> **YOUR TASK**
Only a single number is expected: how many lines of the data hold the word "turn".

> **SOURCE DATA**
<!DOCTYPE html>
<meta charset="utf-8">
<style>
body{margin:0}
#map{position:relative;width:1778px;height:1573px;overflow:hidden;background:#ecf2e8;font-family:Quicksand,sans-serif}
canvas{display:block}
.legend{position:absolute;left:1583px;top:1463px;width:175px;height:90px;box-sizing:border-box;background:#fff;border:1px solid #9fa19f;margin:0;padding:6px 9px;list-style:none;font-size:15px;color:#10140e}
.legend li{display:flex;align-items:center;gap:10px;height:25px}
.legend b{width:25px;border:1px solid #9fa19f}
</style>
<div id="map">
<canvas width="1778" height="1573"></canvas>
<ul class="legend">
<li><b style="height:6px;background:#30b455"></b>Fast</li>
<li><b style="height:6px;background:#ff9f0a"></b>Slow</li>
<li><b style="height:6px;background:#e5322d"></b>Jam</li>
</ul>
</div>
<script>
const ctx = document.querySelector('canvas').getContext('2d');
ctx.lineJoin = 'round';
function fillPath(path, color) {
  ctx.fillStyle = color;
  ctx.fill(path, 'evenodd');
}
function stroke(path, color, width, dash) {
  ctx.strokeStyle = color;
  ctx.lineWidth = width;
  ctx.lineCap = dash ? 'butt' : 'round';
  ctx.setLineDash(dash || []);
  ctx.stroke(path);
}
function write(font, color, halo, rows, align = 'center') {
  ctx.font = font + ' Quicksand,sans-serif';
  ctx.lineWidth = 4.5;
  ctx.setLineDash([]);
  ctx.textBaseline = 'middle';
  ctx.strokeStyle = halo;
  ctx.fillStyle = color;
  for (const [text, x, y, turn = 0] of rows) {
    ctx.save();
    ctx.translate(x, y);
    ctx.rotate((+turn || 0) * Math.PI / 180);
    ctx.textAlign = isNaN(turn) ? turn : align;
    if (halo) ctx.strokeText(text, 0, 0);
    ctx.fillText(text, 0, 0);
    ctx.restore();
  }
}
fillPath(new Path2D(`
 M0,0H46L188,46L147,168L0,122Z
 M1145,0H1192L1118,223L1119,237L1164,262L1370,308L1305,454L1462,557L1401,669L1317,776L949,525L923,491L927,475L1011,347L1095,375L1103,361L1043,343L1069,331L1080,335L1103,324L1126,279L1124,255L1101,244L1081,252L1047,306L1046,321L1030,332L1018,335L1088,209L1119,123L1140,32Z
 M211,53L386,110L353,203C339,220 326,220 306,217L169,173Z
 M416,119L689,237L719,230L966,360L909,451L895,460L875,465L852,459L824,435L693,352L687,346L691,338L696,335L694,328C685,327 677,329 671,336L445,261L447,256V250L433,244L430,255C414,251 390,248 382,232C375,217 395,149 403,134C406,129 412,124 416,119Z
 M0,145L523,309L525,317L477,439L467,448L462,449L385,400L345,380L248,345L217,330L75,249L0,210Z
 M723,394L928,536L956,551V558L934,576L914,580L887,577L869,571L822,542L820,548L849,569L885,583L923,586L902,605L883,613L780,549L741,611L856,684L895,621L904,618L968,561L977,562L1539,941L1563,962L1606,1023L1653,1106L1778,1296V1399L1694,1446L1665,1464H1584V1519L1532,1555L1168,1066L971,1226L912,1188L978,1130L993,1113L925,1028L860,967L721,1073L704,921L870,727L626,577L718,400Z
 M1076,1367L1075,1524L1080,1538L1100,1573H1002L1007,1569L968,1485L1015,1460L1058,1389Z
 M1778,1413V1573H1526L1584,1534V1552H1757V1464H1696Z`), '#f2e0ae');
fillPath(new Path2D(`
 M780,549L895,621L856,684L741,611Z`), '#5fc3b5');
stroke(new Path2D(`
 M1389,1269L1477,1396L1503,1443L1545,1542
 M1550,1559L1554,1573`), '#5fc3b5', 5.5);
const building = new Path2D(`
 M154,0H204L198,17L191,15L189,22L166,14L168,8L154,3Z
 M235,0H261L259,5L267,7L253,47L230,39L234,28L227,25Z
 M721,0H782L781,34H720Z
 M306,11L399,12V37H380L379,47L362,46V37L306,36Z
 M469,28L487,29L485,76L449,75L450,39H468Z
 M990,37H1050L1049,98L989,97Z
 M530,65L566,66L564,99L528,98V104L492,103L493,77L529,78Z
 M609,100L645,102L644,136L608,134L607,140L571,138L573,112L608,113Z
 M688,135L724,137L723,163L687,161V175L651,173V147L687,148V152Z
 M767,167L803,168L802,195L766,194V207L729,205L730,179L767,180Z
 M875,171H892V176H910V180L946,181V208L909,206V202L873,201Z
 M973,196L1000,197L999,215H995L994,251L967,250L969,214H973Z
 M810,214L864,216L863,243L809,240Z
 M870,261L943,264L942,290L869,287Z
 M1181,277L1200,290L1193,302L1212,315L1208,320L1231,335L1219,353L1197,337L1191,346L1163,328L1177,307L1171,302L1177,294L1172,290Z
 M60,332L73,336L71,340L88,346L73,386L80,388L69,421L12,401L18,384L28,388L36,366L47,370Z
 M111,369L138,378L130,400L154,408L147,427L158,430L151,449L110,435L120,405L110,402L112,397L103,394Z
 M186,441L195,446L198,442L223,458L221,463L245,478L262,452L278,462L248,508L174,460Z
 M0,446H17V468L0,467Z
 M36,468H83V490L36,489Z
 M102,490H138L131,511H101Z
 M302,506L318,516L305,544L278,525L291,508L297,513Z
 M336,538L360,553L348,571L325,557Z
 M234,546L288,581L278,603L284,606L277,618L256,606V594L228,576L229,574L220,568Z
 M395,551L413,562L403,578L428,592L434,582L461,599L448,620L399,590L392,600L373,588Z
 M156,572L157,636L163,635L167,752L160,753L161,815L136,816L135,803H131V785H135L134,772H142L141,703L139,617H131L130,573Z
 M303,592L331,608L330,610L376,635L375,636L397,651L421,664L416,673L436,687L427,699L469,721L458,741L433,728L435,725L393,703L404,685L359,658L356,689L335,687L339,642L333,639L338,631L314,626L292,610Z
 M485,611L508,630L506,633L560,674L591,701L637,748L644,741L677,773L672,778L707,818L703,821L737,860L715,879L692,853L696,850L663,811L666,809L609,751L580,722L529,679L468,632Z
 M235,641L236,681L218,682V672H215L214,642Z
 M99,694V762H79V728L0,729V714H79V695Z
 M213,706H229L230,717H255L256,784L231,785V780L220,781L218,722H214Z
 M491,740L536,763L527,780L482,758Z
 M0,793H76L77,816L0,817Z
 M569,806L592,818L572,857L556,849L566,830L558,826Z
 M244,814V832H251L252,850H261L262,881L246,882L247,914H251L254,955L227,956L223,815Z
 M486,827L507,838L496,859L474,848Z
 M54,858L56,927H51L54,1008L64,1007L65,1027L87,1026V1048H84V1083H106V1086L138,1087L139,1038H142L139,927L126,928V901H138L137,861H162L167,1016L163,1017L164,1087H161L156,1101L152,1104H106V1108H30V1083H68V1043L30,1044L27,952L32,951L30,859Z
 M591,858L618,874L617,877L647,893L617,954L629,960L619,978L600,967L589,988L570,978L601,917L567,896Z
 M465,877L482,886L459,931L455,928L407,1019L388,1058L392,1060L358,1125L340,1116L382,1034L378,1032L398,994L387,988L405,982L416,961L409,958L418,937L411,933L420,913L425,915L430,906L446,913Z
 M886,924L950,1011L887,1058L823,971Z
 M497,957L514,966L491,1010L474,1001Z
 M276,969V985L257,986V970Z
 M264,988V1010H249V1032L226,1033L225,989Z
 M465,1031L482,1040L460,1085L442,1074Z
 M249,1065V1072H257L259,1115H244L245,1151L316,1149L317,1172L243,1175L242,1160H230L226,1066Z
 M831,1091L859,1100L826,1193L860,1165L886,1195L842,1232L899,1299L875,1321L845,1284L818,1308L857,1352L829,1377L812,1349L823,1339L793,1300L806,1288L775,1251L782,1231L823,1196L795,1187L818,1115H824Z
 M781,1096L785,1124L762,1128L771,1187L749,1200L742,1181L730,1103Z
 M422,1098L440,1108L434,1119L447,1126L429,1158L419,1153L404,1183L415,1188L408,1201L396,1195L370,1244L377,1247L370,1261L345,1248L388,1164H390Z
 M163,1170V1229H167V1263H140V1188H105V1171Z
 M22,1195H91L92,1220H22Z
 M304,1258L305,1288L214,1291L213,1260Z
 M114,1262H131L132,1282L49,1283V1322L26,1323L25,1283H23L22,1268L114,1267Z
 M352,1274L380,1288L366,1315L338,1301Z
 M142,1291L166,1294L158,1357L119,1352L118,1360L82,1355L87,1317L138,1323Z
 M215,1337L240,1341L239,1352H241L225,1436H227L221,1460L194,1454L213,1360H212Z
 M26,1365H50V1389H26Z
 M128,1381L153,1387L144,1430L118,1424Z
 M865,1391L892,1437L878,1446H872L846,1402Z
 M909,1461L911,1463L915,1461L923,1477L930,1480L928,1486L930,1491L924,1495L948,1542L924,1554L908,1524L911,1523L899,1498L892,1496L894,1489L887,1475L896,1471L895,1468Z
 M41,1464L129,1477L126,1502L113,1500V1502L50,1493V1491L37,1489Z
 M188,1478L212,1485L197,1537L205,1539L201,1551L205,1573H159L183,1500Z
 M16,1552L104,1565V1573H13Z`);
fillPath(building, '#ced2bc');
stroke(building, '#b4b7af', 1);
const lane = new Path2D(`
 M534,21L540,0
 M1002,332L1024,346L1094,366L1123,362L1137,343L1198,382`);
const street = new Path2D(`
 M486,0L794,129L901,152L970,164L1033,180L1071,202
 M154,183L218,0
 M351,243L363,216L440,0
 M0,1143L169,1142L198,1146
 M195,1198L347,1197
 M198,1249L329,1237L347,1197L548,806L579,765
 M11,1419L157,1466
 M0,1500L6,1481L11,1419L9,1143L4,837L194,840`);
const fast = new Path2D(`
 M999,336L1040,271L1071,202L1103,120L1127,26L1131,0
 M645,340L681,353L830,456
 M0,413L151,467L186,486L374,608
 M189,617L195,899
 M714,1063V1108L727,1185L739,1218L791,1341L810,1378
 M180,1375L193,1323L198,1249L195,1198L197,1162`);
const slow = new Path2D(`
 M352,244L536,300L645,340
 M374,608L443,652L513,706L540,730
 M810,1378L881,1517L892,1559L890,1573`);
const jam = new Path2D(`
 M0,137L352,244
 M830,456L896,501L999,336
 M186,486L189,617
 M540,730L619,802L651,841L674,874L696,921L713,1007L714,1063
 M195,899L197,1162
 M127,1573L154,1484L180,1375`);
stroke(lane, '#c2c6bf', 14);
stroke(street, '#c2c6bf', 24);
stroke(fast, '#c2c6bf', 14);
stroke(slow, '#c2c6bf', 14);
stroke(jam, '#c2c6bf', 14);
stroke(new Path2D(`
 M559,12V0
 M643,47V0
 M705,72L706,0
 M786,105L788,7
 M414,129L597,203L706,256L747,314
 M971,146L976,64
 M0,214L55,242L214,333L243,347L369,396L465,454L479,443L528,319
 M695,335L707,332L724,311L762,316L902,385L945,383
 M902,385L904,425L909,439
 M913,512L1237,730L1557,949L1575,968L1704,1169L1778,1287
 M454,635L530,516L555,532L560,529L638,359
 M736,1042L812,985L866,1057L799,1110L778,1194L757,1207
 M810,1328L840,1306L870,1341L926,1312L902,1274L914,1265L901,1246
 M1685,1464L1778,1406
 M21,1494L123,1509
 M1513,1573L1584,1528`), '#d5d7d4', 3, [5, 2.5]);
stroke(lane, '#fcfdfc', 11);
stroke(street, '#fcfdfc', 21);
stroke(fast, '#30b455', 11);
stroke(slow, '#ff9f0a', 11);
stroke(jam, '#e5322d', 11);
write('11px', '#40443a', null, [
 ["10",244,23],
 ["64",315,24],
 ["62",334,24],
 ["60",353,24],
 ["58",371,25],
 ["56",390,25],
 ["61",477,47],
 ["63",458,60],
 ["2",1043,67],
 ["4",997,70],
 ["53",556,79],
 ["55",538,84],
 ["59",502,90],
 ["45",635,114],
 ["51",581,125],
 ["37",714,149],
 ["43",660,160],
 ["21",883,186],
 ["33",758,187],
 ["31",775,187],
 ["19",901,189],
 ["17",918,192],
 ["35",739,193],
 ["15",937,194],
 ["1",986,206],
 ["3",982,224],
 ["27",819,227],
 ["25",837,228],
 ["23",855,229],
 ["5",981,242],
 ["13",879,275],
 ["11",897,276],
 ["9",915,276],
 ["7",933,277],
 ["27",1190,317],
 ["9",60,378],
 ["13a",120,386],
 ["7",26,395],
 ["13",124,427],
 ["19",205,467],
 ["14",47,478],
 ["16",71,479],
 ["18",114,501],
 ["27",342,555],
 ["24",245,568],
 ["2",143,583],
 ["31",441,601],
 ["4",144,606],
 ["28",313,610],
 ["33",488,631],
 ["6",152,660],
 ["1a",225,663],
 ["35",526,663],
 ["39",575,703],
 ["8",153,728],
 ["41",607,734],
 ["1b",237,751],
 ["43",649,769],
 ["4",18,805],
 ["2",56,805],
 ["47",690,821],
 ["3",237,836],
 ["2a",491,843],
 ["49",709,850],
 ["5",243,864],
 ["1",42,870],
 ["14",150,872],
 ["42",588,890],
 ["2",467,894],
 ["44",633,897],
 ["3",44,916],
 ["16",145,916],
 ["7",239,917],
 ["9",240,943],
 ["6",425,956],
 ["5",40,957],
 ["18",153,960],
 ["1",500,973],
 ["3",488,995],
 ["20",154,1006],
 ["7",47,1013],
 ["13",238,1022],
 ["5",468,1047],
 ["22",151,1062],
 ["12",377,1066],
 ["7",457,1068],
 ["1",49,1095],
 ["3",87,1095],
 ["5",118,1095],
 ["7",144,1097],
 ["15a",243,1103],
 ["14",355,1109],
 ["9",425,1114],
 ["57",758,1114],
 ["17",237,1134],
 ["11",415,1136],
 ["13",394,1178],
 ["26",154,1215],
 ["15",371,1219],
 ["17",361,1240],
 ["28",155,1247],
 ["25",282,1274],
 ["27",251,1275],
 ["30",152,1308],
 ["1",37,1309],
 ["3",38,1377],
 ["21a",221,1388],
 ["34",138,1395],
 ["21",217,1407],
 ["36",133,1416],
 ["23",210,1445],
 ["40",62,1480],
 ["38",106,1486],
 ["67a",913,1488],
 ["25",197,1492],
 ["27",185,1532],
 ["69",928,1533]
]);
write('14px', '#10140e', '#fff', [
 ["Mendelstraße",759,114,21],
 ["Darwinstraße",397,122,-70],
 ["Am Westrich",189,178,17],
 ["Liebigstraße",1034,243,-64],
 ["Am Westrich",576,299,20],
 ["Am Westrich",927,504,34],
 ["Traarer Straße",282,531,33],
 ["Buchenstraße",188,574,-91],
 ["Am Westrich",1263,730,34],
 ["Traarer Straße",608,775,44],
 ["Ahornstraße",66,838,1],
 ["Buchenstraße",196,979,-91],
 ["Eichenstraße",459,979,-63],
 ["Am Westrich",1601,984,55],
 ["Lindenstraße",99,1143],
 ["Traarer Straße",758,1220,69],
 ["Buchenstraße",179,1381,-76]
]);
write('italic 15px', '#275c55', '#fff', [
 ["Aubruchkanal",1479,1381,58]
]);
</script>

> **ANSWER SECTION**
3